5. Use AI to Fund the Reinvention, Not Just Protect Earnings
The final move is the one that makes all the others possible. McKinsey’s analysis suggests that the next wave of AI and technology adoption has the potential to unlock 200 to 300 basis points of cost reduction across the P&L. Front-runners are already using AI to accelerate marketing effectiveness, redesign trade and revenue growth management, transform procurement, automate finance and back-office processes, and optimize supply chains.
But the critical distinction is what happens with those savings. In the past decade, productivity gains flowed directly to quarterly earnings. That discipline needs to continue, but with a sharper purpose. Leaders who treat AI-driven productivity as a funding strategy, and commit to reinvesting a meaningful share of savings back into brand renovation, innovation, and penetration building, create a growth flywheel: efficiency funds investment, investment restores volume, and restored volume compounds performance.
Danone offers an early example. The company is piloting AI and machine learning use cases to better forecast costs and develop should-cost models for each product ingredient. The goal, as McKinsey frames it, is not just incremental savings but structurally more responsive operations that convert better decisions into both margin improvement and reinvestment capacity.
Treating this as a CEO-level choice, setting explicit productivity targets and making clear that savings will be redeployed into growth, is what separates brands that reignite growth from those that simply manage decline.
The Window Is Now
The pressures facing CPG incumbents, affordability constraints, private label momentum, shifting discovery pathways, and eroding household penetration, are not going away. But they are navigable for brands willing to make deliberate choices about how they compete.

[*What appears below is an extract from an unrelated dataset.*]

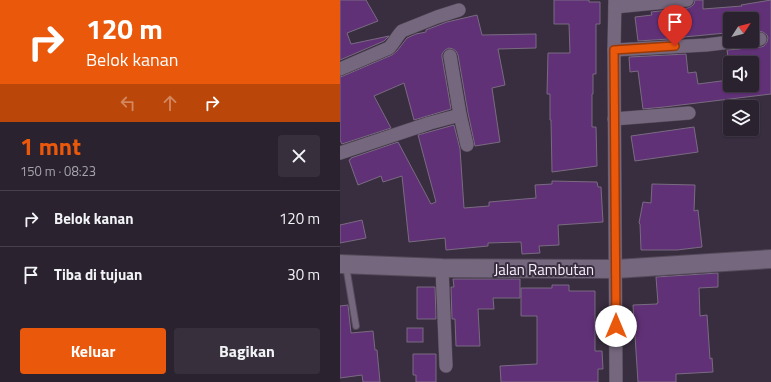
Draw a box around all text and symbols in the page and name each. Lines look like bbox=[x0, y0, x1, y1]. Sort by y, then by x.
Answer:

The five moves above are not theoretical. They are what the brands pulling ahead are already doing. The question for every CPG leader is whether they are making these choices proactively, or waiting until the pressure forces a reactive response.
The brands that commit now will be the ones that compound performance. The ones that wait will keep chasing it.
About the Source
The insights in this article are drawn from State of Food and Beverage: How CPG Leaders Can Renew Growth, published by McKinsey and Company. A special thank you to René Schmutzler, Partner at McKinsey and Company and one of the report’s authors, for the rigorous research behind these findings.